Friday, April 25, 2008
Some pictures from a trip to Norther Wisconsin and Lake Michigan last winter. You can see a few water droplets on some of these pictures. It was raining a bit and snowing and super windy. I had to walk pretty far out onto the ice to get the pictures, picking my way very carefully. After snapping a few I put my foot right through some packed snow that wasn't as solid as I'd thought.
Tuesday, April 8, 2008
In addition to spectacular vegetable stands, just as in Lucerne and in Denmark, there is a great little museum in Bologna. It is of a very old world type: dimly lit, with finely carved display cases, a minimum of signage and a slightly odd combination of displays. The first few pictures are of some of the mineralogical and zoological exhibits, which were all put together without much apparent scientific order. The displays seemed more aesthetically arranged than anything else, with taxidermied fish placed next to large birds eggs and lumpy, otherworldly rock formations.It reminds one that the hard sciences of biological and geological toxonomy really do have their roots in the much softer impulse of the wealthy, globe trotting collector of cool stuff in the 18th and 19th century.
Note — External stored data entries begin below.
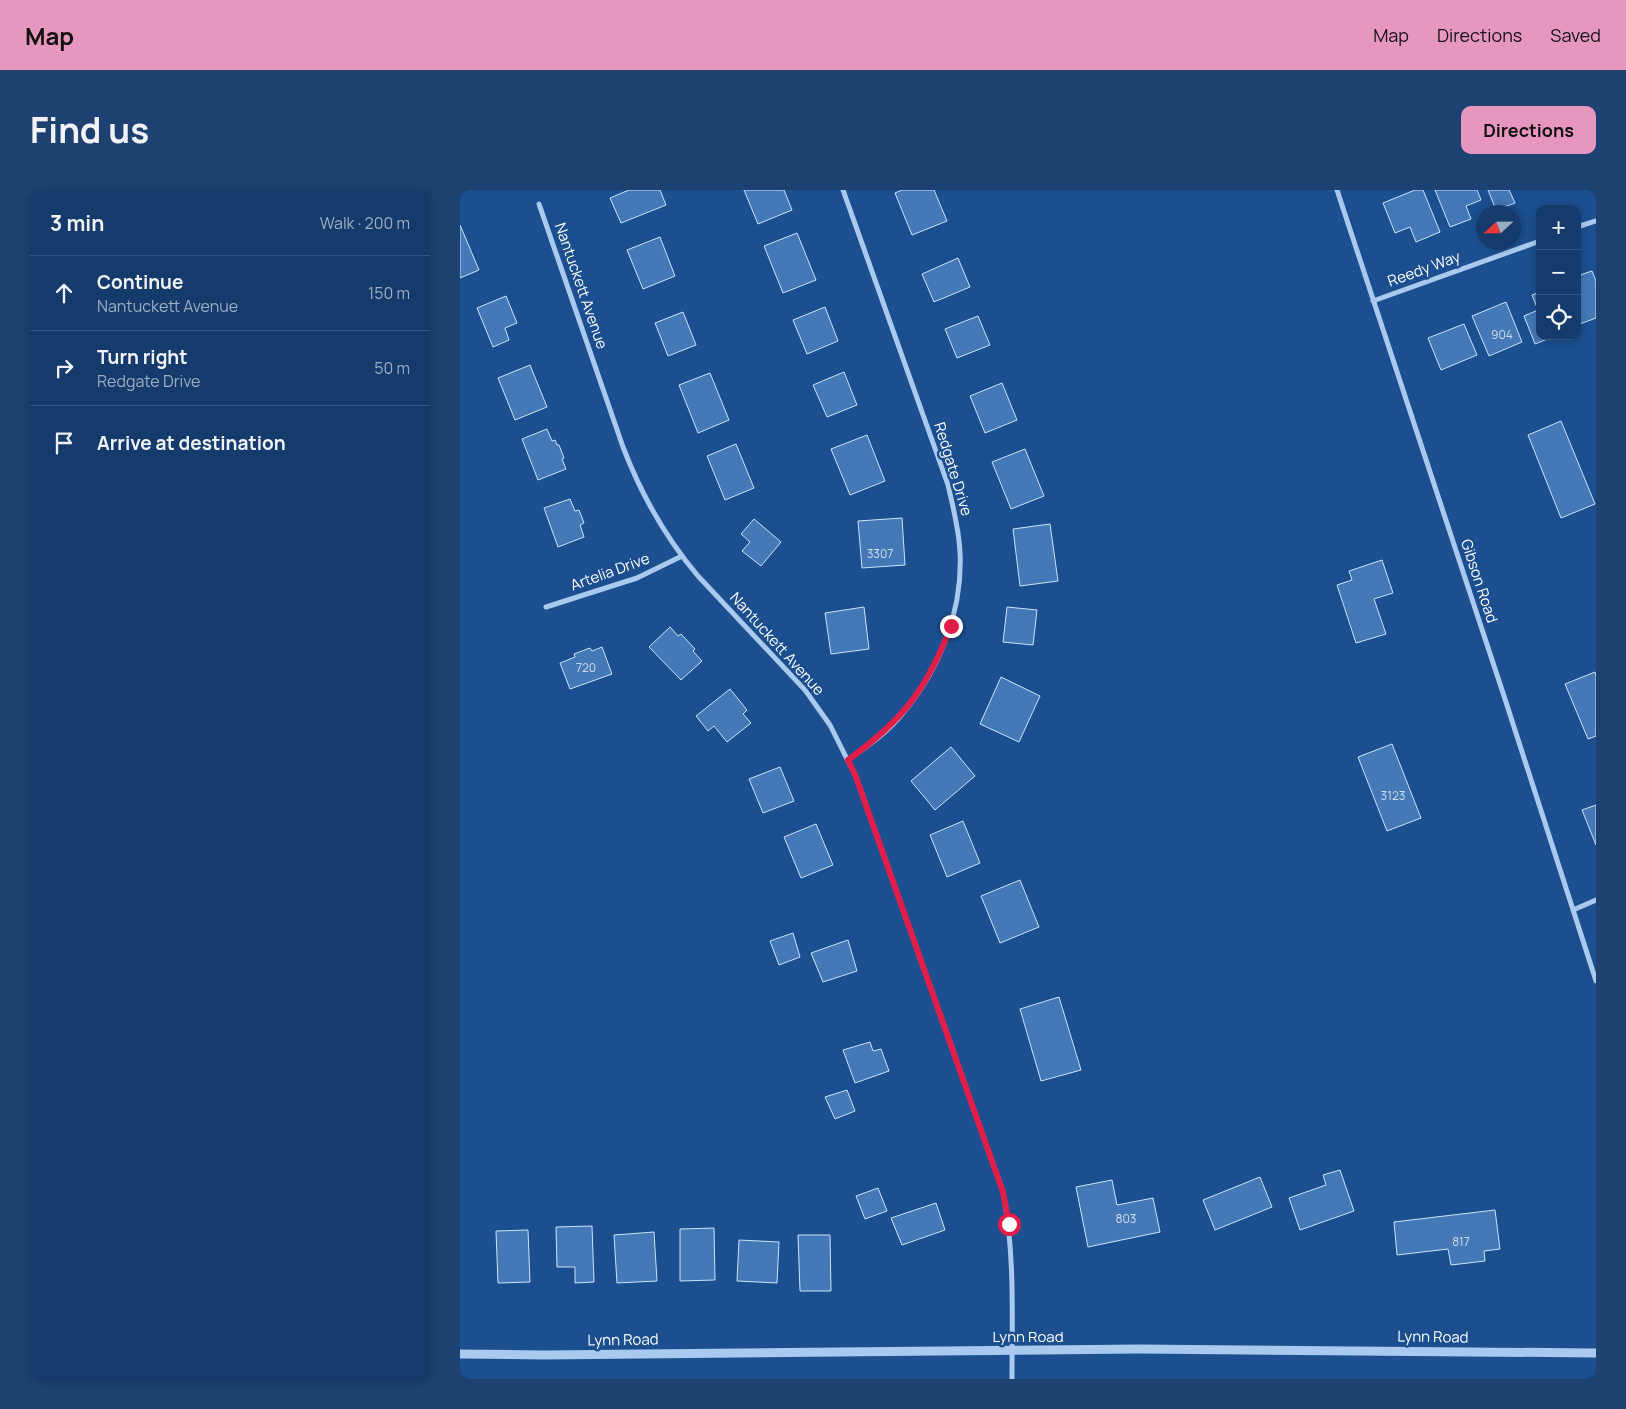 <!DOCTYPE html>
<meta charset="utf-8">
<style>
:root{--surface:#143b6b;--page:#1d4271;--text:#f1f3f6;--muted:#9dadc1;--line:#33557e;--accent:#e797bd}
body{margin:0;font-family:Manrope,sans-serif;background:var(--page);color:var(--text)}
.controls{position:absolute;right:15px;top:15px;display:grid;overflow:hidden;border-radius:10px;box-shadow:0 2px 8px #0003}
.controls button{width:45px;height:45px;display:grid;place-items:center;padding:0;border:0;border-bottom:1px solid var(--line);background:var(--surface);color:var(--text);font:25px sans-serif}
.compass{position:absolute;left:1016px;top:15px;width:45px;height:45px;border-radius:50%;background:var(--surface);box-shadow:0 2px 8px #0003;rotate:248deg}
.stop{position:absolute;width:15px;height:15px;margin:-11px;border:4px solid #e11d48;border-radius:50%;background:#fff}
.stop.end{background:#e11d48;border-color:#fff;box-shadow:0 1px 5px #0008}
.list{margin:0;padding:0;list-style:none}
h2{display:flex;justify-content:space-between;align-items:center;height:65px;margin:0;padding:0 20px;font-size:21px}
h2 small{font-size:16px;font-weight:400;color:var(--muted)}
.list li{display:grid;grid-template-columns:32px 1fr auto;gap:15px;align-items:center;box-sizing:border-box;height:75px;padding:0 20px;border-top:1px solid var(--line)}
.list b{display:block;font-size:19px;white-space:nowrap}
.list p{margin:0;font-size:16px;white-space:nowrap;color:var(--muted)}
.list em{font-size:16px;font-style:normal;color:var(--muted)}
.icon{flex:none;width:28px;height:28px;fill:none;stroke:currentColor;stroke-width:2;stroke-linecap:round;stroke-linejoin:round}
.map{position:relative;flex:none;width:1136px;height:1189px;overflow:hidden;border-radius:10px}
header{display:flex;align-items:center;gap:30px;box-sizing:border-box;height:70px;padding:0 25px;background:var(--accent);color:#111}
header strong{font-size:24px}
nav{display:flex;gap:28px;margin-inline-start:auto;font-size:18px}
.intro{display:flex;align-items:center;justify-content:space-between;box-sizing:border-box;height:120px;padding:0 30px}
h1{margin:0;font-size:35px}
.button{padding:12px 22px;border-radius:10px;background:var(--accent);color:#111;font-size:18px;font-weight:700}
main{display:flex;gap:30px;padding:0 30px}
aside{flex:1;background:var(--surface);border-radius:10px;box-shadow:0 2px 8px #0003}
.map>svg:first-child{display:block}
.building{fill:#4478b7;stroke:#cfe3fa}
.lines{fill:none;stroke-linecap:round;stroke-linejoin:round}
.minor{stroke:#a9c9ee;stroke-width:5}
.tertiary{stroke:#a9c9ee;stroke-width:9}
.route{stroke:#e11d48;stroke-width:6}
.labels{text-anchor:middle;stroke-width:5;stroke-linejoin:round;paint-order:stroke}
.number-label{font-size:12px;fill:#d0dded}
.street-label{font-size:15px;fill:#fff;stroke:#1b4f8f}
</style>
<header>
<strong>Map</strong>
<nav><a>Map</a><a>Directions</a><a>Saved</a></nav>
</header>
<div class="intro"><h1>Find us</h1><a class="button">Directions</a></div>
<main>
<aside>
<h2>3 min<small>Walk · 200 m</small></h2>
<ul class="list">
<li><svg class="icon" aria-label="ahead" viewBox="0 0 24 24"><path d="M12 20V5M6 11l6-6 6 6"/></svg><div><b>Continue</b><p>Nantuckett Avenue</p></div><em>150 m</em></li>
<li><svg class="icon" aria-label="right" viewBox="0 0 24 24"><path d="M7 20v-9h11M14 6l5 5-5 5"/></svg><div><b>Turn right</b><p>Redgate Drive</p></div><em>50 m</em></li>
<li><svg class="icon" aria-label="arrive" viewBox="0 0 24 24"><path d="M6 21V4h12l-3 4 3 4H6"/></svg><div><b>Arrive at destination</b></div></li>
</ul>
</aside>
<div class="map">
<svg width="1136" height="1189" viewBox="0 0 1136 1189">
<rect width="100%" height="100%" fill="#1b4f8f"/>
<path class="building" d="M169,0H200L206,15L161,33L150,8Z
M284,0H324L332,20L298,34Z
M442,0H474L487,31L452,45L435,3Z
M955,0H963L980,42L956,52L950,37L935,43L923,13Z
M975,0H1017L1021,10L1006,16L1011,29L990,37Z
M1028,0H1049L1055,13L1036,20Z
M0,35L19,80L0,88Z
M337,43L356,90L323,103L304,56Z
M200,47L215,86L183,99L167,60Z
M498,68L510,97L474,112L462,84Z
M1132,81L1136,91V128L1117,135V86Z
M1080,102V146H1095L1075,154L1064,126L1078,120L1072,105Z
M46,106L57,133L45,138L49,150L33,157L17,118Z
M1046,112L1062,152L1029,166L1012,126Z
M365,117L378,151L347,164L333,130Z
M223,122L236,155L208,166L195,133Z
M518,126L530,155L497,168L485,139Z
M1004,134L1017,165L981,180L968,148Z
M70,175L87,217L55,230L38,188Z
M384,182L397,215L367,227L353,195Z
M250,183L269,230L238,243L219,195Z
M542,193L557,230L525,243L510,206Z
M1101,231L1135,314L1101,328L1068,245Z
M87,239L92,251L95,250L97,255H99L104,268L102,269L106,279L78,290L62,249Z
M407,245L425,291L390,305L371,259Z
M276,254L294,298L265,310L247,266Z
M565,259L584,306L551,319L532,272Z
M110,309L115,321L119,320L124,333L120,335L124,347L98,357L84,318Z
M442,328L445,375L402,378L398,331Z
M294,329L321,352L301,376L282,361L290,352L281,344Z
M590,334L598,391L560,396L553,339Z
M922,370L933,403L914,409L926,444L896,453L877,395L892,390L889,381Z
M404,417L409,459L371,464L365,423Z
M547,417L577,420L573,455L543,452Z
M210,437L218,446L221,444L235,459L233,461L242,471L221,490L189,457Z
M142,457L152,484L110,499L100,473L115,467L114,464L130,458L132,461Z
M1135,482L1136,486V546L1128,549L1105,494Z
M541,487L580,506L559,552L520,534Z
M270,499L287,520L283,524L291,533L267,552L254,536L248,541L236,526Z
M932,554L961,628L927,641L898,567Z
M491,557L515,586L475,620L451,591Z
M320,577L334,611L303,623L289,589Z
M1136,615V655L1122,620Z
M503,631L520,673L487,687L470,645Z
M356,634L373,675L341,688L324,647Z
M560,690L579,737L540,753L521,706Z
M333,743L340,767L319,775L310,751Z
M388,750L397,781L363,792L351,763Z
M599,807L621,880L581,891L560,819Z
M410,852L413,861L421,859L429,881L395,893L383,860Z
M387,900L395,921L375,929L365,907Z
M880,980L894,1021L840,1040L829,1008L866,995L863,985Z
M800,987L812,1017L755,1040L743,1010Z
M652,990L657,1015L693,1008L700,1042L628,1057L616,997Z
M418,998L427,1021L405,1029L396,1006Z
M476,1013L485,1040L442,1055L431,1028Z
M1035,1020L1040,1059L1024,1061L1025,1071L991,1075L988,1059L937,1065L934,1032Z
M132,1036L134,1092L115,1093V1077H97L96,1037Z
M254,1038L255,1090L220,1091V1039Z
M68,1040L70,1092L38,1093L36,1041Z
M194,1042L197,1091L157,1093L154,1045Z
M338,1045H370L371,1101H340Z
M279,1050L319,1052L317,1093L277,1091Z"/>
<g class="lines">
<path class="minor" d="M383,0L488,295C493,317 499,339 500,362C503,420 480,479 443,523C428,542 408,556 388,570
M877,0L1044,506L1136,791
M79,14L163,257C181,304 205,347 238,386L345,500L370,535L396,587L543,1002C555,1064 552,1126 552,1189
M1117,37L1136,31
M913,111L1080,51
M86,417L177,388L222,366
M1113,720L1136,710"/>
<path class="tertiary" d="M0,1164L84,1165L679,1159L1136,1163"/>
</g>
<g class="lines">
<path class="route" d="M491,436C467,499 443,530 388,570L396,587L532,971L543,1002L549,1034"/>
</g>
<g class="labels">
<g class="number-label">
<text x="1042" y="149">904</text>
<text x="420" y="368">3307</text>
<text x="126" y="482">720</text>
<text x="933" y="610">3123</text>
<text x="666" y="1033">803</text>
<text x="1001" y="1056">817</text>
</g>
<g class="street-label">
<text transform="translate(964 79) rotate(-20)" y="5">Reedy Way</text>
<text transform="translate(121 96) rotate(71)" y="5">Nantuckett Avenue</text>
<text transform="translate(493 279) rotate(73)" y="5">Redgate Drive</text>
<text transform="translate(150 382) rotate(-20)" y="5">Artelia Drive</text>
<text transform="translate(1019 391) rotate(72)" y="5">Gibson Road</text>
<text transform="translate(317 454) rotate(48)" y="5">Nantuckett Avenue</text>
<text x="568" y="1152">Lynn Road</text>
<text transform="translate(973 1147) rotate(1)" y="5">Lynn Road</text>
<text transform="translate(163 1150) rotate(-1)" y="5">Lynn Road</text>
</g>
</g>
</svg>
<div class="controls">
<button>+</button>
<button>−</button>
<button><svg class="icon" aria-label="locate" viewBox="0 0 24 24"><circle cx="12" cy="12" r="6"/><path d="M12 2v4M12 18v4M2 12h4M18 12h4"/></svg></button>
</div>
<svg class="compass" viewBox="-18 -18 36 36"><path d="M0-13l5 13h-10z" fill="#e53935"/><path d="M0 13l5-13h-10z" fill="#9dadc1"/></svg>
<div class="stop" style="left:549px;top:1034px"></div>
<div class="stop end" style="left:491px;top:436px"></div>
</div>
</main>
The second room was full of wax and ceramic anatomical models. First was a large number of models of babies in the womb, showing things as they were supposed to go and showing a large and extremely disturbing number of pathological contingencies, clearly for use in the educatation of delivery personnel. The worst ones really were so horrifying that I could barely look at them let alone photograph them. Second were more general anatomical models.
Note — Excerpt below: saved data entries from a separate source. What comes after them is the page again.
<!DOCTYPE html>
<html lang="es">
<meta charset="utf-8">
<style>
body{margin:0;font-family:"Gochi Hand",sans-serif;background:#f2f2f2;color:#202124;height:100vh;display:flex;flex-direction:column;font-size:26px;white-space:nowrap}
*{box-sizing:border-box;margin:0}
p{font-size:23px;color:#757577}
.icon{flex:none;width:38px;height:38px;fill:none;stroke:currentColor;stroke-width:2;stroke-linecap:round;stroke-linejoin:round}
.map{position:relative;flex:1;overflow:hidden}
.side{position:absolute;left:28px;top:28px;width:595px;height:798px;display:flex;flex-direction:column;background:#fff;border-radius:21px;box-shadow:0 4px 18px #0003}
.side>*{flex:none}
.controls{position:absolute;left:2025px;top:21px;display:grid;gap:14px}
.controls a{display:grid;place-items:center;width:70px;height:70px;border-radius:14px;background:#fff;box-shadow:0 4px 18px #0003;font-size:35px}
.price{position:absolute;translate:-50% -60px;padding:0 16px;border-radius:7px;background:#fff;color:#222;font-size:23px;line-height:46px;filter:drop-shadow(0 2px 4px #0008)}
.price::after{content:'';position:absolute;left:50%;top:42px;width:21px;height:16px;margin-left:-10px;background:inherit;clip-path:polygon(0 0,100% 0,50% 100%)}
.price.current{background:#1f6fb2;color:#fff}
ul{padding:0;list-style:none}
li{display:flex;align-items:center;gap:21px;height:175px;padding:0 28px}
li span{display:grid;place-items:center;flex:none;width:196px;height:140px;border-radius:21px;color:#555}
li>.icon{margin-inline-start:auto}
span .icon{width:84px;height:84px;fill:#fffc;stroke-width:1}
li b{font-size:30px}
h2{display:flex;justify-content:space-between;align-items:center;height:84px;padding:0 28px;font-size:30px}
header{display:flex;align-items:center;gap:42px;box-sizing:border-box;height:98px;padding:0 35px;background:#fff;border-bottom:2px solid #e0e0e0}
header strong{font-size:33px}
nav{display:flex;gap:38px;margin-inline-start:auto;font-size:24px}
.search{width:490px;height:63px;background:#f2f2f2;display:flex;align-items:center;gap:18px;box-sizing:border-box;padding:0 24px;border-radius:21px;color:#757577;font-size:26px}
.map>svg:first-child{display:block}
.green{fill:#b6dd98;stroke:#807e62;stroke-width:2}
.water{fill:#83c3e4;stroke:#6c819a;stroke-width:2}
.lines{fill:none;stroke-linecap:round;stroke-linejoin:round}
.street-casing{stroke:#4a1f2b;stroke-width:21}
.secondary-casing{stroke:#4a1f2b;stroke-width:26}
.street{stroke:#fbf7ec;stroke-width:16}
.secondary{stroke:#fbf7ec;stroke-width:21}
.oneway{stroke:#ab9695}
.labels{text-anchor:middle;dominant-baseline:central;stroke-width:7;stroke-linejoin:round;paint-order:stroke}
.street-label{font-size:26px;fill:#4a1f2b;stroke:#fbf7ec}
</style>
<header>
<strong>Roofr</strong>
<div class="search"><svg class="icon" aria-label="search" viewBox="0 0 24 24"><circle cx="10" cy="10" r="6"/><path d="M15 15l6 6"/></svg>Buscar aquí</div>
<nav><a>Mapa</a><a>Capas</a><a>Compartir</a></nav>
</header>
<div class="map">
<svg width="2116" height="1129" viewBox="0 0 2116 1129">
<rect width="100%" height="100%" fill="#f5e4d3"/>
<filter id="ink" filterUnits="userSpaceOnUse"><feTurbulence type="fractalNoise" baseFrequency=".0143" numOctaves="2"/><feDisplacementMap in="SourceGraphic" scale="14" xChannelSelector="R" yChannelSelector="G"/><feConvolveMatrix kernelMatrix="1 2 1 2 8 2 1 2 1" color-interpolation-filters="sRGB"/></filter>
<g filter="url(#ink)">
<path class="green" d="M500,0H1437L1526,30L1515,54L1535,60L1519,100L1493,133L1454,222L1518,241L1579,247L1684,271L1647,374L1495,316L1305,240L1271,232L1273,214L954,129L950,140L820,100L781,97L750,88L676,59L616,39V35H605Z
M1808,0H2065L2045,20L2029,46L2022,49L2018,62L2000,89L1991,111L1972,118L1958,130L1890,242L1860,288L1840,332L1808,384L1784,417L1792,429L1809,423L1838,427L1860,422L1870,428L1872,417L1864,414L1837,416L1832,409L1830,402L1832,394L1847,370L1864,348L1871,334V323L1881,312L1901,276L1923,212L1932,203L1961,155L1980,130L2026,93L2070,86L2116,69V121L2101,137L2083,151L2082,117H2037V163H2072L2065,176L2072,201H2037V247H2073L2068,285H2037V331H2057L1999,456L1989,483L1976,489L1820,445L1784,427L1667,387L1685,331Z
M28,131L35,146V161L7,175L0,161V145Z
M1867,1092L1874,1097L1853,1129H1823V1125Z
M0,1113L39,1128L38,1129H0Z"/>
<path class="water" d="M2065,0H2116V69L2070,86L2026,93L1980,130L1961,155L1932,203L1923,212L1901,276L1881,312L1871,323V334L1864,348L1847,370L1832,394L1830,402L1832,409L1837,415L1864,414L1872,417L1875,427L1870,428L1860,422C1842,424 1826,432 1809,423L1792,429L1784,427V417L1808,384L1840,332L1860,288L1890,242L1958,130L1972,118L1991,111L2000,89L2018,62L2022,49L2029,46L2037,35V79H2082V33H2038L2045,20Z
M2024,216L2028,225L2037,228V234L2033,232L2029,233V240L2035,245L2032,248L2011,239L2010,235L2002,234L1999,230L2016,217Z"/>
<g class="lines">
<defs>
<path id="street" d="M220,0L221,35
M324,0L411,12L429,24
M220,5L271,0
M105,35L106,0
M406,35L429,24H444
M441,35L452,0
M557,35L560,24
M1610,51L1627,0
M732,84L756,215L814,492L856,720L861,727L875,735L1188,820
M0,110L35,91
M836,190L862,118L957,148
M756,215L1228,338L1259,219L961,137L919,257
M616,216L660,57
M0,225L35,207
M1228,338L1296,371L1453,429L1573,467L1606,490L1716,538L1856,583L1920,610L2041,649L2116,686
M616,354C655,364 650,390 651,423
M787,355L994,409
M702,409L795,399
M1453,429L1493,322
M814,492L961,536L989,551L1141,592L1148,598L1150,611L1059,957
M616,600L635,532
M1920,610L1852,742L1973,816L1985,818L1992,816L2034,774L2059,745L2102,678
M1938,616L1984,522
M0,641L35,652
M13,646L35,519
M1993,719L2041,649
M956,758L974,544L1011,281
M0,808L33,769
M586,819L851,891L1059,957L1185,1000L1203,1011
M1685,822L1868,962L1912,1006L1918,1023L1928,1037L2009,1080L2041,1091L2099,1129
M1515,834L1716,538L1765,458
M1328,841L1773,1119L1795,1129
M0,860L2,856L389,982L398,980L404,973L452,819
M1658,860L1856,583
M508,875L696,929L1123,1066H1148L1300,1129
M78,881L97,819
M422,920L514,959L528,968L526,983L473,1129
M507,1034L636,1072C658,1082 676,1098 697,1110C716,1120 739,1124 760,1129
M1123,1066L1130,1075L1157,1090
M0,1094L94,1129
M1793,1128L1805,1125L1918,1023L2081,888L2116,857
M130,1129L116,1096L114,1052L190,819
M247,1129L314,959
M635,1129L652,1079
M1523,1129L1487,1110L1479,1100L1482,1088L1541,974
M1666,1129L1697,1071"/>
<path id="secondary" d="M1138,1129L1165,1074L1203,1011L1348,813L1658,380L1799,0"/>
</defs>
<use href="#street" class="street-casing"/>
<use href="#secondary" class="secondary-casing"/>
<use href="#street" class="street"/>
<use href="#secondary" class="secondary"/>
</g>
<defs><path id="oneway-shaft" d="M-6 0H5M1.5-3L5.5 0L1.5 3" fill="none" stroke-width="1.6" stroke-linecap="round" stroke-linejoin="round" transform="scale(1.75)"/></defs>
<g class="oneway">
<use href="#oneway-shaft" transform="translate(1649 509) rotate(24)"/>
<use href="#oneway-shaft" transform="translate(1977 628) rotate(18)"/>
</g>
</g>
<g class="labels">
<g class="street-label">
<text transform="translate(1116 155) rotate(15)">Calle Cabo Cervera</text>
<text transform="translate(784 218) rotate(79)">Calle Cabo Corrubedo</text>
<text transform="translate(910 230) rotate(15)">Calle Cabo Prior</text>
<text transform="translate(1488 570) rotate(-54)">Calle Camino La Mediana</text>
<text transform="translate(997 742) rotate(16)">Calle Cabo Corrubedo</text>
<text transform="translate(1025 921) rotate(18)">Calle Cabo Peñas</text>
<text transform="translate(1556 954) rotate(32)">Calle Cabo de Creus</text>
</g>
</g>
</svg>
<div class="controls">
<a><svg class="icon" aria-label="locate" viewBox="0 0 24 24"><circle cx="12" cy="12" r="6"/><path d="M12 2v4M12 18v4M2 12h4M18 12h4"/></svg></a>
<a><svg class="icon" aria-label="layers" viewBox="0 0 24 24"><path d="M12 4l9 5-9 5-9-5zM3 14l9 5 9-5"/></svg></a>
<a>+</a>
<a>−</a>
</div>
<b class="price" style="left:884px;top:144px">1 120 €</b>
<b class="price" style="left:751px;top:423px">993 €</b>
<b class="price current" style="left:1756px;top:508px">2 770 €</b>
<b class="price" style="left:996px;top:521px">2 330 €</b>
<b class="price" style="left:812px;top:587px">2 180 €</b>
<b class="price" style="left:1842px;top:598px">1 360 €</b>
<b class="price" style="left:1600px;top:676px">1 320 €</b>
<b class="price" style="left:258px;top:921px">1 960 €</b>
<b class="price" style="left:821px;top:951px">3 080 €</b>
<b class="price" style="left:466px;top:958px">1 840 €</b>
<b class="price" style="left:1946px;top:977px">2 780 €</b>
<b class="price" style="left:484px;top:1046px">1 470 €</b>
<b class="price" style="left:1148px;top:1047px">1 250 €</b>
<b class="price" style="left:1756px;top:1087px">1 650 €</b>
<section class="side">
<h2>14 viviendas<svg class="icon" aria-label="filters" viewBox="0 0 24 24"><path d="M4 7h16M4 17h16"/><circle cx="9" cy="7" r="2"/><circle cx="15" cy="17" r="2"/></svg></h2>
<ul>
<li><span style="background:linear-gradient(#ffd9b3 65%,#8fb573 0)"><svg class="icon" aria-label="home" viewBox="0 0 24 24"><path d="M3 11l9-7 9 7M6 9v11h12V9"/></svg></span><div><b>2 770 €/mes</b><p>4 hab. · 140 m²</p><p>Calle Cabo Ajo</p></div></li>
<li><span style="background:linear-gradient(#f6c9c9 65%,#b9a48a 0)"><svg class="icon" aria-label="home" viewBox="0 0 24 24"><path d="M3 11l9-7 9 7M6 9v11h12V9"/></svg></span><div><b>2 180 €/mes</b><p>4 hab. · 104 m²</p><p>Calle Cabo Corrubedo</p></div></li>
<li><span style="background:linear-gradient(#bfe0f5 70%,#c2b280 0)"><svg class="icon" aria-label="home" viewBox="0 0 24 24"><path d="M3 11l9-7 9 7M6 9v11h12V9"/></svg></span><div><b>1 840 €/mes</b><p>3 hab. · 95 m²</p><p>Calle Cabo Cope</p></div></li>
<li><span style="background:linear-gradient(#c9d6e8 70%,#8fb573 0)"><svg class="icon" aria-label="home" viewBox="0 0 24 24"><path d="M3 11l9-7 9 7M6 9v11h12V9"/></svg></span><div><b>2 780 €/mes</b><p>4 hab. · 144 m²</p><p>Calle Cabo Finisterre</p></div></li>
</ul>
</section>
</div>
Lastly, there were a number of very curious wooden constructions that reminded me of sculpture by Louise Nevelson or Lee Bontecou. Poking around for an explanation it became clear that they were models of fortifications for small cities, presumably in the late middle ages or rennaissance era. There were a couple of more literal architectural models, but the wooden structures were great works of art in and of themselves.